This is a fun exercise we go through each semester. I love the fact that it allows us to integrate our left and right brain – after all, every course needs a bit of logic and a bit of creativity! In this first part, I’ll go over the “left brain” which represents the standard modules—basically modules that can benefit every single course.
I. Left Brain
For the logic part, in my opinion, every course can benefit from having three standard modules:
- Start Here – the first module that students see upon entering the course; serves as:
- repository for a course orientation
- introductions/ice-breaking activity
- administrative documents (syllabus and the like)
- activity for students to confirm their understanding of the overall “nuts and bolts” of how to succeed in the course
- Student Resources – a module with resources that can benefit students during the course
- Faculty Resources – a module with everything the faculty needs during and beyond the course. Access to this module is only allowed to faculty members teaching the course.
Let’s look at them one by one.
1. “Start Here”
If you’ve taken online courses, you’re likely to have encountered a module serving the purpose of repository for essential course documents. You may have seen this module called a variety of names, such as “About the Course”, “Course Information”, “Course Documents”, “Syllabus”, “Unit One”, “First Module”, etc. Note that, while some of these names are more descriptive, others are not giving any clear indication of the purpose/contents of the module.

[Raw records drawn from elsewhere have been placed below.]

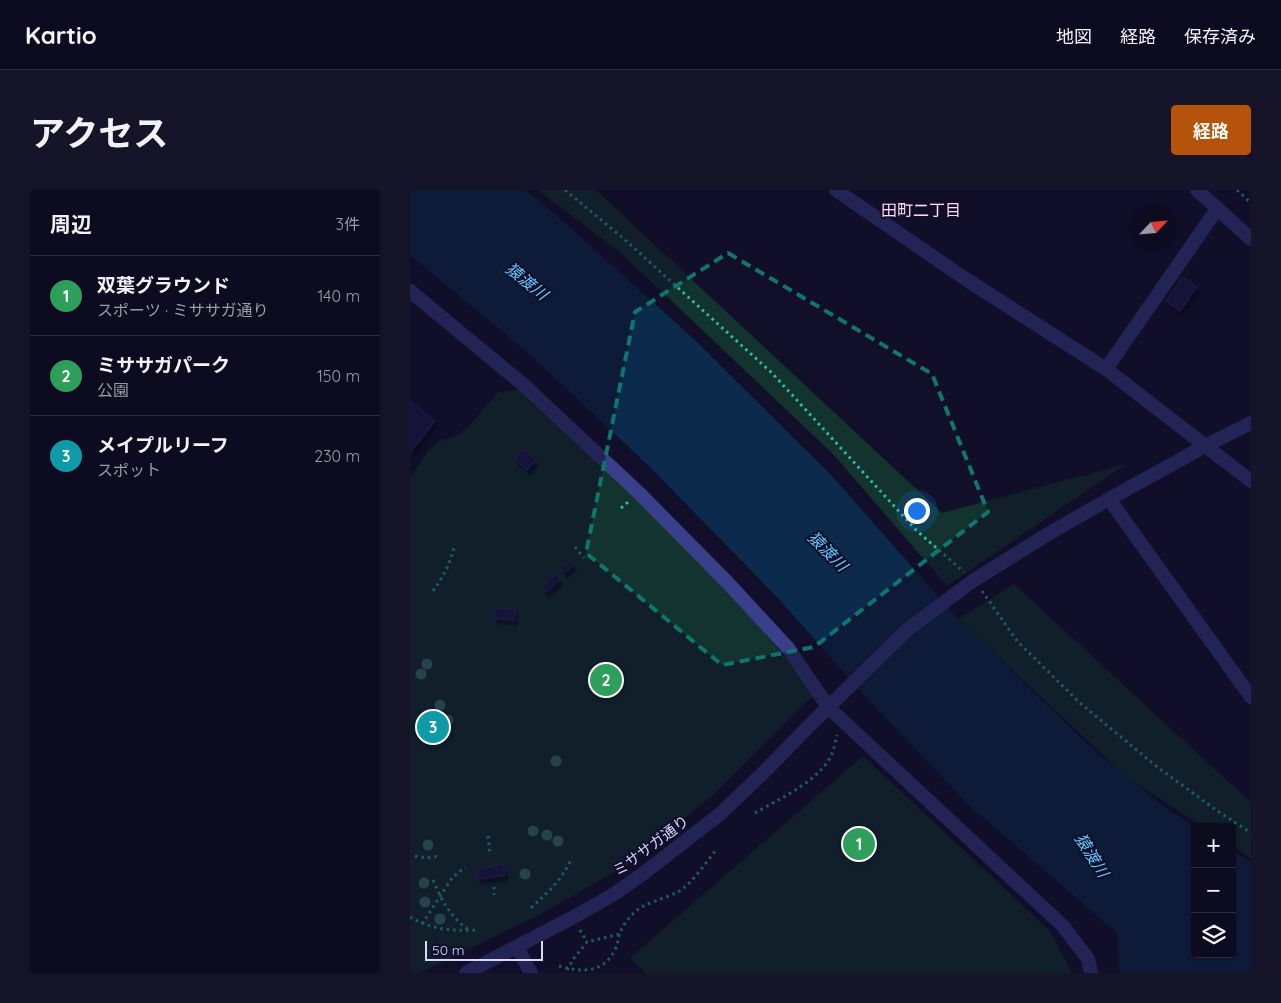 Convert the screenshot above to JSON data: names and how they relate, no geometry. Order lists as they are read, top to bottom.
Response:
{
  "streets": {
    "street": ["ミササガ通り"]
  },
  "districts": ["田町二丁目"],
  "water": ["猿渡川"],
  "scale_bar": "50 m",
  "north": "top right",
  "page": {
    "header": "Kartio",
    "nav": ["地図", "経路", "保存済み"],
    "title": "アクセス",
    "buttons": "経路",
    "heading": ["周辺", "3件"],
    "list": [
      {
        "mark": "1",
        "name": "双葉グラウンド",
        "note": "スポーツ · ミササガ通り",
        "value": "140 m"
      },
      {
        "mark": "2",
        "name": "ミササガパーク",
        "note": "公園",
        "value": "150 m"
      },
      {
        "mark": "3",
        "name": "メイプルリーフ",
        "note": "スポット",
        "value": "230 m"
      }
    ],
    "pins": ["2", "3", "1"],
    "map_buttons": ["+", "−"],
    "scale": "50 m"
  }
} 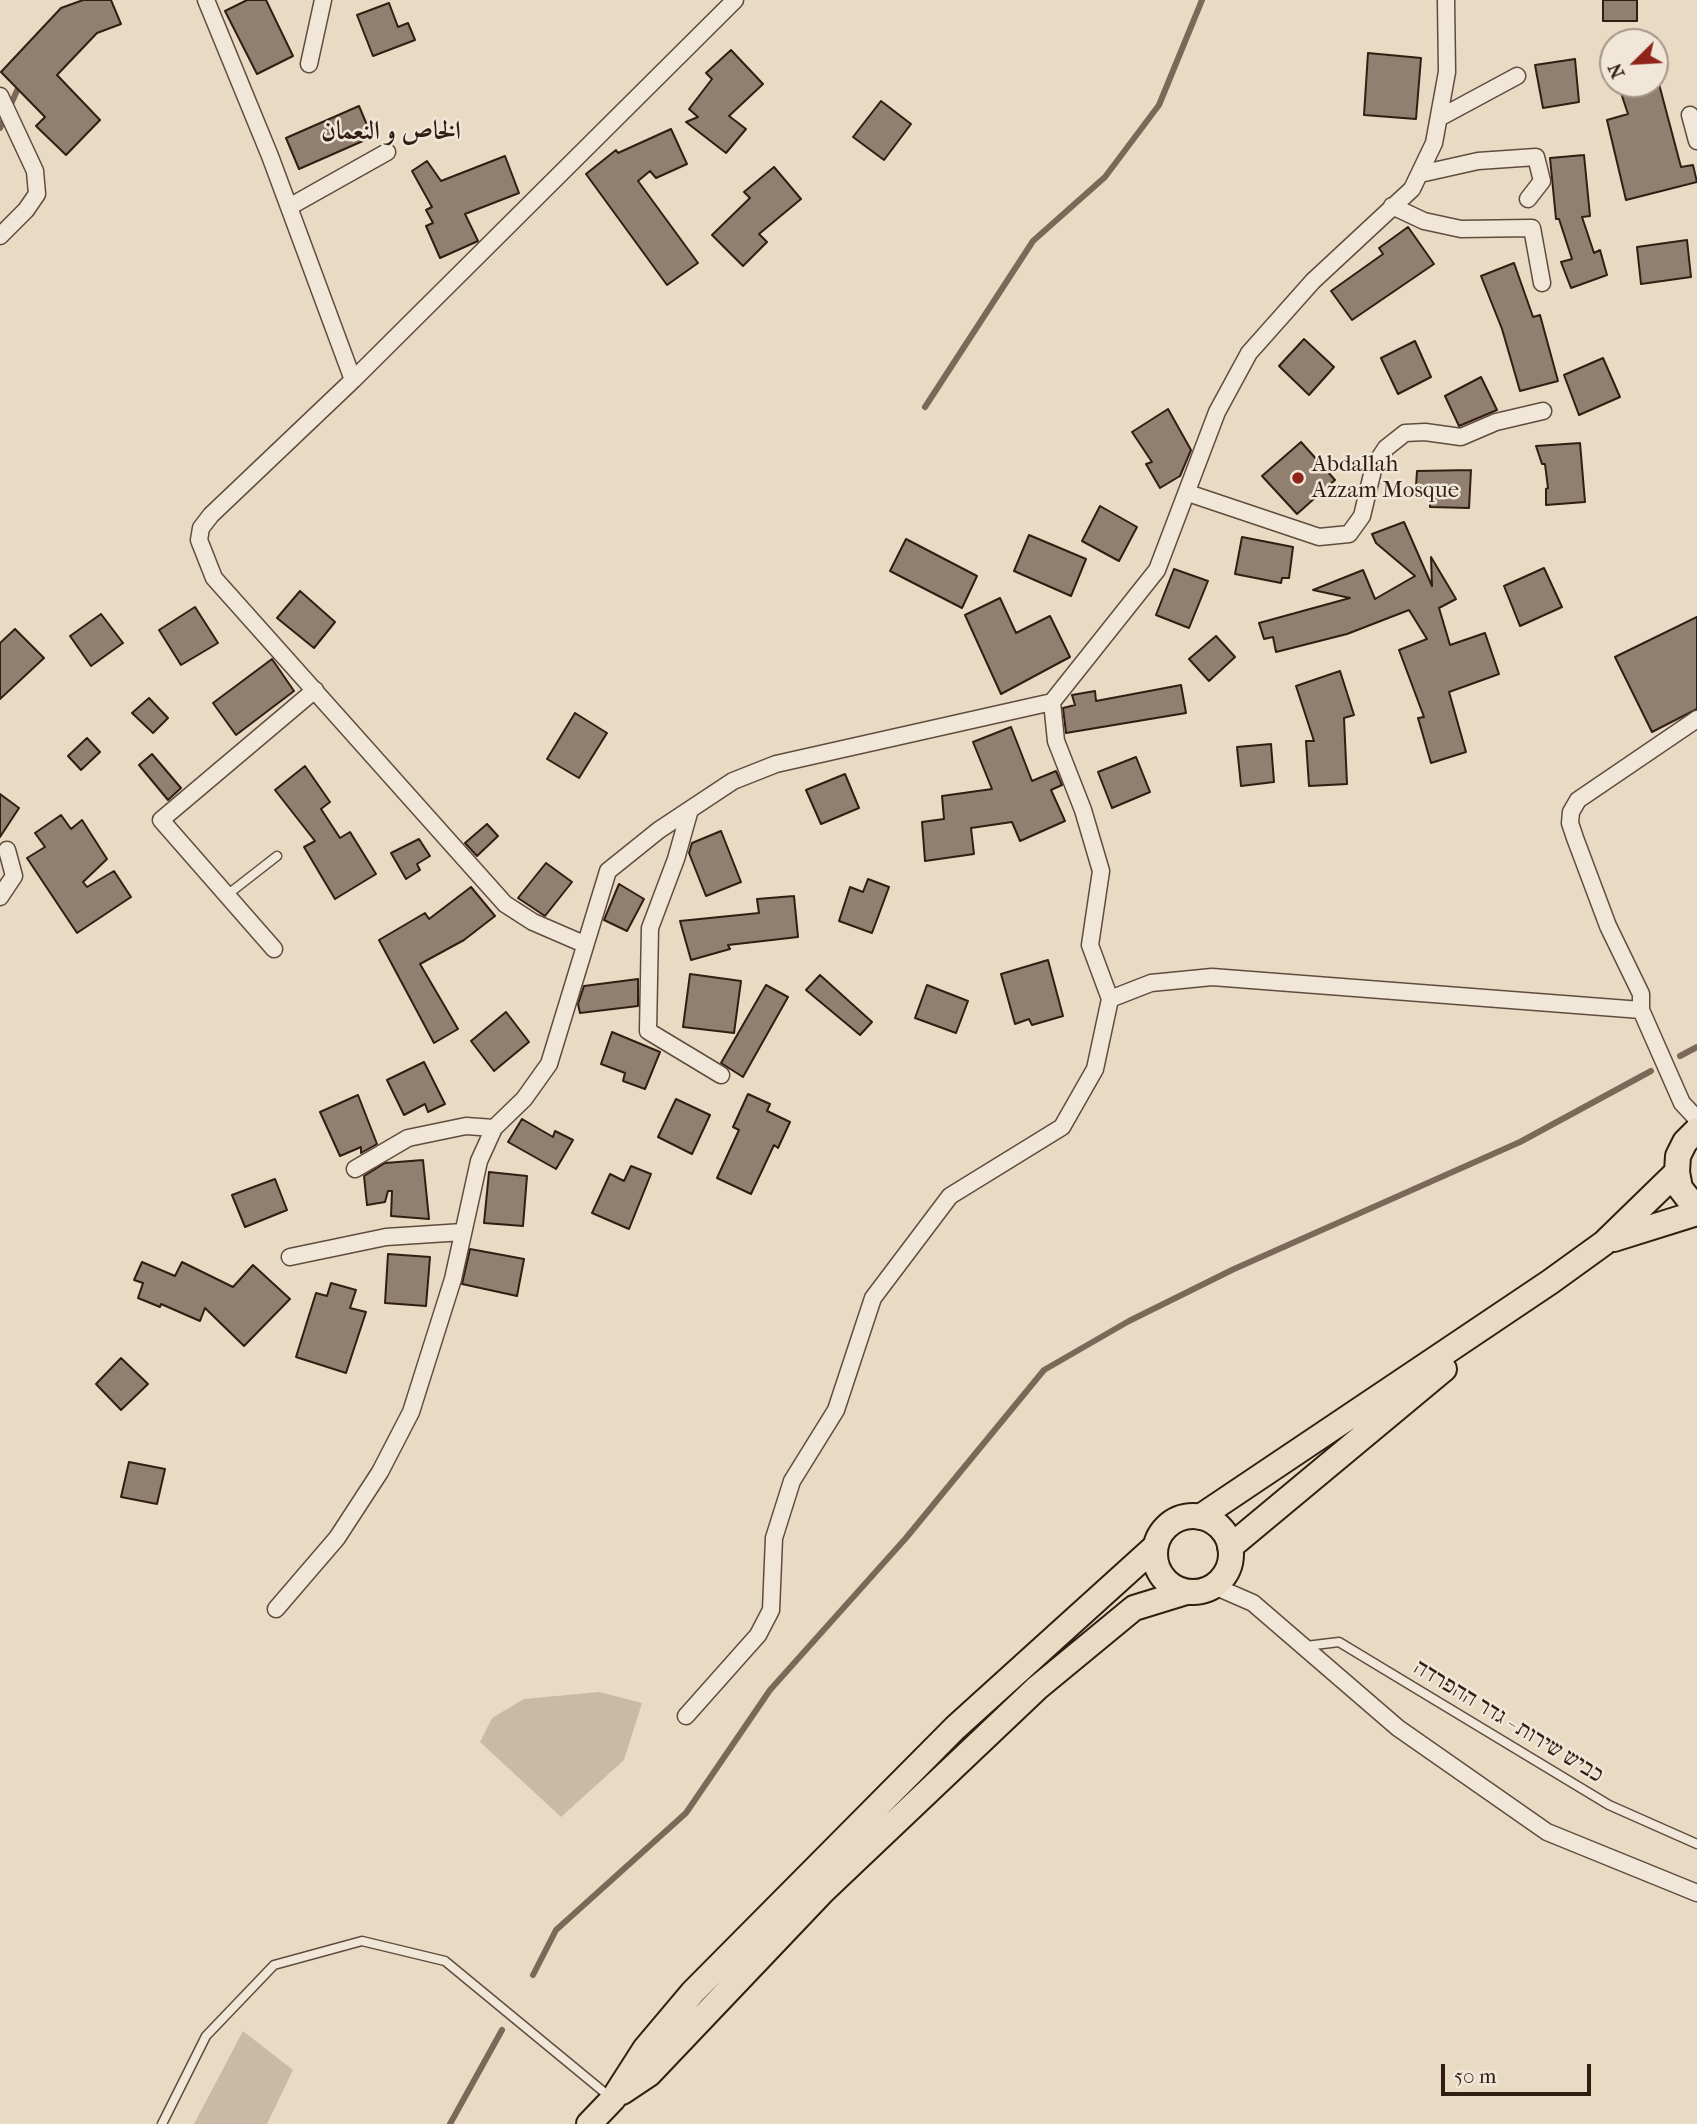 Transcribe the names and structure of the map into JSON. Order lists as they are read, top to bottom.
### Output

For a consistent learning experience, I recommend calling this module “Start Here”. By using an intuitive action verb, the module title draws students in and lets them know that this is where they need to begin. If students encounter the same terminology for this module in all their required and elective courses, they are less intimidated and feel “at home” right away. Here is an example taken from my FDEV-1 Online Course Design Fundamentals course:As I mentioned earlier, this module is a repository for all the introductory information that students need to get off to a positive start. It is a place to house the four essential ingredients for hybrid and online:
- a course orientation to help students understand:
- overall course logistics
- your module organization
- how to get started
- the student and faculty introductions (serves as an ice breaker)
- the administrative course documents (e.g., syllabus, printable schedule, weights, professionalism form, self-evaluation forms, learning contracts, etc.) — in the case of face-to-face courses enhanced with a D2L component, this is the only necessary piece to provide for the students.
- a comprehension-check activity (typically a quiz or a scavenger hunt) through which students revisit key course components (e.g., course structure, policies, grades, resources, etc.).
2. “Student Resources”
Another must-have module, “Student Resources” provides students with links to the University services and resources. Rather than just providing these links in the syllabus (where students have to “dig” to get to them), why not also put them in their own module, for convenient access?
If you prefer to only have one place to update (should anything change in our services/resources/providers), I’d recommend keeping this module and eliminating that section from the syllabus. Here is an example taken from my FDEV-1 Online Course Design Fundamentals course:
- not just administrative documents (i.e., team charter, team evaluation form, and communication log)
- but also articles covering best practices for working in teams (e.g., electing a team leader, taking a team skills inventory, choosing team policies, fair distribution of labor within teams, handling conflict within the team, etc.).
3. “Faculty Resources” (access restricted to instructors only)
Whether one faculty member teaches or an entire team coordinates the teaching of the course, this is a great module to have, as it allows for important administrative documents to stay with the course and be accessible to all those who are teaching. It can also come in handy when the course changes hands and the new instructor(s) have all the documentation they need. Here is an example taken from my FDEV-1 Online Course Design Fundamentals course:
Since the example above comes from my own course, I did not include links to the three instructional-support services (I am one of the providers and the other two are my office mates). I do recommend, however, having the following standard links in every course you teach:
- design services – and a blurb on who the designer for your college is and how to contact him/her
- technology services – and a blurb on who the instructional systems analyst for your college is and how to contact him/her
- library services – and a blurb on who the librarian for your college is and how to contact him/her
- D2L tutorials – a link to tutorials provided by Brighspace/D2L for faculty.